Available records Start Marker

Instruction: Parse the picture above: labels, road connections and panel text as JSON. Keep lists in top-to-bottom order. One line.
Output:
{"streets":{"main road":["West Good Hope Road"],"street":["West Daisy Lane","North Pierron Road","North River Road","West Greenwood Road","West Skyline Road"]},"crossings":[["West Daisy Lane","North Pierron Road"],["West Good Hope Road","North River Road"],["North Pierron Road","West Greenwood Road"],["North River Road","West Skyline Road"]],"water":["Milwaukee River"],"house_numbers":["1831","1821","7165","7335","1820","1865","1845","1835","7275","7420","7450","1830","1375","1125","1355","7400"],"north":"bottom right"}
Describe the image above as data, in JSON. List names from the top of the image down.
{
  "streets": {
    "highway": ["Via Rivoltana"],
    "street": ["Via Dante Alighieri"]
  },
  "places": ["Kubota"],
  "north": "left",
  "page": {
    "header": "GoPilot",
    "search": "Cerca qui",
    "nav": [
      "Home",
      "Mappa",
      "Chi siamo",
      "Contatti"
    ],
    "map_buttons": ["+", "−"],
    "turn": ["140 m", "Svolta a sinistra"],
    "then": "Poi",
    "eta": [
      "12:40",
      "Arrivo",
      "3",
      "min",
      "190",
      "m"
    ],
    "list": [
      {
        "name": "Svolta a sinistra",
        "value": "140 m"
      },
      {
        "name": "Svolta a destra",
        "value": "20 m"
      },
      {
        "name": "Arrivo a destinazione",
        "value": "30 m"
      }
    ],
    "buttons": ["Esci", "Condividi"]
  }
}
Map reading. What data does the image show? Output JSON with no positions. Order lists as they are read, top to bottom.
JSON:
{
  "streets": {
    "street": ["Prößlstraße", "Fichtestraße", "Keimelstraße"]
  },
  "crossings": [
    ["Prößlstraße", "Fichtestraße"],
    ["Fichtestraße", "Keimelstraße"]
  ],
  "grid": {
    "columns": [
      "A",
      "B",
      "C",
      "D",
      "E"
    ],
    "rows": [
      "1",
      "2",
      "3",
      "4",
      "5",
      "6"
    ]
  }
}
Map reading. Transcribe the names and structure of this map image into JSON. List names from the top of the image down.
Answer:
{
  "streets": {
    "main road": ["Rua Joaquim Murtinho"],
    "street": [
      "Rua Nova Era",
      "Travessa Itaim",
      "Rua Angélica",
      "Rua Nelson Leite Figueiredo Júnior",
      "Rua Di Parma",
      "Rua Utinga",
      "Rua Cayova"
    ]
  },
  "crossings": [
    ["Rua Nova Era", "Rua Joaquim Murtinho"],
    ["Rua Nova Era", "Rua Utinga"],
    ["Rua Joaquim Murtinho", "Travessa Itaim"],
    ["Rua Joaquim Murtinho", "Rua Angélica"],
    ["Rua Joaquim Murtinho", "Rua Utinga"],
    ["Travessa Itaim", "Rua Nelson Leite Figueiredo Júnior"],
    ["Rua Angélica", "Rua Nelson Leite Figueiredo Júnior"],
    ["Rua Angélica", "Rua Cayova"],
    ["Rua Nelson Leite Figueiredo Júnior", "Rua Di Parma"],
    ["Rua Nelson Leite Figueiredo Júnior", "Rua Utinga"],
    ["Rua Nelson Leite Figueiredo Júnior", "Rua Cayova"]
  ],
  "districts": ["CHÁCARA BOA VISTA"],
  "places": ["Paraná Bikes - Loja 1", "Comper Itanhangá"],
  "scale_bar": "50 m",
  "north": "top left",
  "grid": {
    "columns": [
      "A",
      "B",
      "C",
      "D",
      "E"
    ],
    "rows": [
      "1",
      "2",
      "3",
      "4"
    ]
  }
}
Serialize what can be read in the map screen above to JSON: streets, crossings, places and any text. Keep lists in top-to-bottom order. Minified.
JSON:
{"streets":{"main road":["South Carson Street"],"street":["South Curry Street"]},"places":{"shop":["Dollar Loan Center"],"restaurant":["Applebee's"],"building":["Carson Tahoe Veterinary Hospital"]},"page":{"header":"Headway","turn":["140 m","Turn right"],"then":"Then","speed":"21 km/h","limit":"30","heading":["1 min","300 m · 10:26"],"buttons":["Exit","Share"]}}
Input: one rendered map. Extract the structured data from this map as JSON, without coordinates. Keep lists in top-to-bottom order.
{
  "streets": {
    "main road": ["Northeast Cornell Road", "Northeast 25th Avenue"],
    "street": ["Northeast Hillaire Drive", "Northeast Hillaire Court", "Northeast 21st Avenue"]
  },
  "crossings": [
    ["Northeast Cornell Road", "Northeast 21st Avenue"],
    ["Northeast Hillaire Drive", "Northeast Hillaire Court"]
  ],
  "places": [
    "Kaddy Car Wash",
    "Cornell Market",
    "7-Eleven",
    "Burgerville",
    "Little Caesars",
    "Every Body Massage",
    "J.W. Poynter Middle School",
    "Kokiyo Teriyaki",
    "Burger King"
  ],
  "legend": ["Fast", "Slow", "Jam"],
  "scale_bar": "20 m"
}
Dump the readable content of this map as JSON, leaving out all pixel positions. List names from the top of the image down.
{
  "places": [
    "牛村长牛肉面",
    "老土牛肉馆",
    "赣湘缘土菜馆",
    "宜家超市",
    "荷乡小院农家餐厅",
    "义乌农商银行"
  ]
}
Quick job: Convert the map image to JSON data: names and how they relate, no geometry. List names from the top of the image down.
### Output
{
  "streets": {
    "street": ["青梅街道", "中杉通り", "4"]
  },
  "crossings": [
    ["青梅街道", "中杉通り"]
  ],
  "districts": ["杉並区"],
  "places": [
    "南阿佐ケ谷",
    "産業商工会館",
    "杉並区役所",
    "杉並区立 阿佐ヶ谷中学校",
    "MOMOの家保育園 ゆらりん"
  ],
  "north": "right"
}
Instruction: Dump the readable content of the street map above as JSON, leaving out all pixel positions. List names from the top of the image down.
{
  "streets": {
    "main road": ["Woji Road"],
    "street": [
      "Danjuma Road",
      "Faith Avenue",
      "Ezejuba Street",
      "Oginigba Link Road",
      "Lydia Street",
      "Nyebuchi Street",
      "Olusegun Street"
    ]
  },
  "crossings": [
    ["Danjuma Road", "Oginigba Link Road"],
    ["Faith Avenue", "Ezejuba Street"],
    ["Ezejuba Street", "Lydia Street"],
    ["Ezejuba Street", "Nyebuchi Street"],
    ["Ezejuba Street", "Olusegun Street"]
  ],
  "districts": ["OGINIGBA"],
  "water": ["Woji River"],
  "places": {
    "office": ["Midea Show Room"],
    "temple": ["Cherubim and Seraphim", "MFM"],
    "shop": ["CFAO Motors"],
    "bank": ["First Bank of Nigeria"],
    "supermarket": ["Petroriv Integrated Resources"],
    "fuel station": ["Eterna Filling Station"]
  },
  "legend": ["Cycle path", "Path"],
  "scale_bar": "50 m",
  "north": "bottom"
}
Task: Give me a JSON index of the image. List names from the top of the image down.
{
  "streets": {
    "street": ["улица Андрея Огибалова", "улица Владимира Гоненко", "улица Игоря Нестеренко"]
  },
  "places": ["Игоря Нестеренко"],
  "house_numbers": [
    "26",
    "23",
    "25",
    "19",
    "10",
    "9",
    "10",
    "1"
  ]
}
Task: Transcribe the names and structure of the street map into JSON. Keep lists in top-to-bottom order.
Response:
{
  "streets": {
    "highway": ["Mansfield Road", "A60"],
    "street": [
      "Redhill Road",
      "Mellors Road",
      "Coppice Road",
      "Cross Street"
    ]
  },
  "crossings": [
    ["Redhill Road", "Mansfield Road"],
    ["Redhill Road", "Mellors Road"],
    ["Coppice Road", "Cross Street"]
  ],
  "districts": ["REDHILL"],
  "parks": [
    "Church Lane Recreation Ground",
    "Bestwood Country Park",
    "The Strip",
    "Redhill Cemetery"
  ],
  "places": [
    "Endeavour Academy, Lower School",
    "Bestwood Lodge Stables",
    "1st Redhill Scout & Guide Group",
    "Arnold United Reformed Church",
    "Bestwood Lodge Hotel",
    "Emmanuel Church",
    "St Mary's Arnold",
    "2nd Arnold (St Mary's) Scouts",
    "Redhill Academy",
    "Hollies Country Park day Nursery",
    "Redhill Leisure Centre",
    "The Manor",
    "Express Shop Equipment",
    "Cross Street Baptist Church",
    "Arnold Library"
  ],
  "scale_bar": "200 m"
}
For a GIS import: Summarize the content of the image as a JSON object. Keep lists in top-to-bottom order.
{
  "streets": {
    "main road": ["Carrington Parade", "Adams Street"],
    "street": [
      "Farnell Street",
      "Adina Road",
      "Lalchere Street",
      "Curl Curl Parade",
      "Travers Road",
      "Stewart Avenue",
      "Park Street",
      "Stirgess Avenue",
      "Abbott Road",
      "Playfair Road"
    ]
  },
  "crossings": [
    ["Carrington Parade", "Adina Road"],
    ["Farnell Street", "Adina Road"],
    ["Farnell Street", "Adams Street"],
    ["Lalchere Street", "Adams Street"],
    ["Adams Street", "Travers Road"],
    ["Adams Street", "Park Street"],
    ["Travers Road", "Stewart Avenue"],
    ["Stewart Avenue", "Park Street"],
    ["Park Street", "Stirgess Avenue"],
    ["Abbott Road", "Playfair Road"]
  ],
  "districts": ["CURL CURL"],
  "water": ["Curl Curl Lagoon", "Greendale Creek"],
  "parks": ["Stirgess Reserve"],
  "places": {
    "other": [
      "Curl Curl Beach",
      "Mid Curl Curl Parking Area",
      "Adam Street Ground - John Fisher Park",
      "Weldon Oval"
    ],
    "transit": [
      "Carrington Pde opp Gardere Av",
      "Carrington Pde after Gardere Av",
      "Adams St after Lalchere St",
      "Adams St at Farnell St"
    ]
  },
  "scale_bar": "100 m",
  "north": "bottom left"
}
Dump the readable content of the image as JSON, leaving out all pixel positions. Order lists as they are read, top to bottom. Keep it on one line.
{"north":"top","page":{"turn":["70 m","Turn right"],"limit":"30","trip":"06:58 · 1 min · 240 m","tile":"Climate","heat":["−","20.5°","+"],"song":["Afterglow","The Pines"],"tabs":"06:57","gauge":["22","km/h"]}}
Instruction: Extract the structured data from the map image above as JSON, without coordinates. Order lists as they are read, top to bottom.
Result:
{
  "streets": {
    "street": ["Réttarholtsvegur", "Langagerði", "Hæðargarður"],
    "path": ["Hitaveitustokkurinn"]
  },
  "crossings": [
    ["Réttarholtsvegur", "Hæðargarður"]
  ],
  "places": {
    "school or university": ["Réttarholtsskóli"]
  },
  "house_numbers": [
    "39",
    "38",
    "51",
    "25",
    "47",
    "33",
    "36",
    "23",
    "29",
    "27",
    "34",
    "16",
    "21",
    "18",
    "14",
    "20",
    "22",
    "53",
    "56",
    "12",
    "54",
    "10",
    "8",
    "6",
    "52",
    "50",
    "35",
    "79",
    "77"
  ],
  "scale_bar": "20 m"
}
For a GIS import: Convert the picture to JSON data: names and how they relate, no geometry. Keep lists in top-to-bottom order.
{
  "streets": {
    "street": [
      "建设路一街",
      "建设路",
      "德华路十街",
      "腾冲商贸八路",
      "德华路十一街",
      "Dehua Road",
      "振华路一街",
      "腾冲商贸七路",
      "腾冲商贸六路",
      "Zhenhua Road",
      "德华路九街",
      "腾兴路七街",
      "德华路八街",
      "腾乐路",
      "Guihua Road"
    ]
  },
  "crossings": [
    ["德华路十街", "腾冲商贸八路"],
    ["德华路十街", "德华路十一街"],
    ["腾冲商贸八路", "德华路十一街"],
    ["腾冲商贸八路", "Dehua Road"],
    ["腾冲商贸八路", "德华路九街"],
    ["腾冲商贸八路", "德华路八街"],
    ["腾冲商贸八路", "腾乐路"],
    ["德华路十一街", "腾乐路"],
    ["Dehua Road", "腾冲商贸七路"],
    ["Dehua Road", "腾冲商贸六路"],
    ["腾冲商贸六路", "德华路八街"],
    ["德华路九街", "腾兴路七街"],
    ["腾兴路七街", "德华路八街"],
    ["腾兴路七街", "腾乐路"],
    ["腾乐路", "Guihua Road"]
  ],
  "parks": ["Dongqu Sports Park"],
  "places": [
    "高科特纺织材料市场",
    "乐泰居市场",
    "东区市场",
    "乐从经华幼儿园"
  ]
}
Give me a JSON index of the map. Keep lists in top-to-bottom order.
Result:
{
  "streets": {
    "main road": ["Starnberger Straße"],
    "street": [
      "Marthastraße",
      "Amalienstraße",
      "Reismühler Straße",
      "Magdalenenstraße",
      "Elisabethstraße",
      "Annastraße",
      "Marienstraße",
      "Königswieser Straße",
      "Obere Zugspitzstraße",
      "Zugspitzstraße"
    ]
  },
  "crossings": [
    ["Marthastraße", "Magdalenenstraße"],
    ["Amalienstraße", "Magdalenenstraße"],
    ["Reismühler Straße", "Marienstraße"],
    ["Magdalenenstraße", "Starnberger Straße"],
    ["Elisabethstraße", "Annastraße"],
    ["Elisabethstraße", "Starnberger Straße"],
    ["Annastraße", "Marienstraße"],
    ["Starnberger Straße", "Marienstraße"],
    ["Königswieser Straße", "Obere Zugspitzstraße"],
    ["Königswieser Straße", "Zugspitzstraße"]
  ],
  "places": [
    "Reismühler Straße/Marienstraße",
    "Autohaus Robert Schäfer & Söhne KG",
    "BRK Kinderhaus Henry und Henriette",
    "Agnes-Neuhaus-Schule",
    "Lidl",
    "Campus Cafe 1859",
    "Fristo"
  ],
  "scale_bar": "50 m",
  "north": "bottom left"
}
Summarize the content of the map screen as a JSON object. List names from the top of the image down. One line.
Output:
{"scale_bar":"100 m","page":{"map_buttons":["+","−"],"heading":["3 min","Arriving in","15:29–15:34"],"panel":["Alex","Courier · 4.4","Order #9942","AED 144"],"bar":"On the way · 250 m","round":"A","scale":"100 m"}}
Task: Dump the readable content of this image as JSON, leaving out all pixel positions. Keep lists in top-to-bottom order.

Available records End Marker

#### Task directions
Start with the line above that contains "Map reading. What" and end with the line that contains "Map reading. Transcribe". Write out those lines exactly, and only those.

#### Answer box
Map reading. What data does the image show? Output JSON with no positions. Order lists as they are read, top to bottom.
JSON:
{
  "streets": {
    "street": ["Prößlstraße", "Fichtestraße", "Keimelstraße"]
  },
  "crossings": [
    ["Prößlstraße", "Fichtestraße"],
    ["Fichtestraße", "Keimelstraße"]
  ],
  "grid": {
    "columns": [
      "A",
      "B",
      "C",
      "D",
      "E"
    ],
    "rows": [
      "1",
      "2",
      "3",
      "4",
      "5",
      "6"
    ]
  }
}
Map reading. Transcribe the names and structure of this map image into JSON. List names from the top of the image down.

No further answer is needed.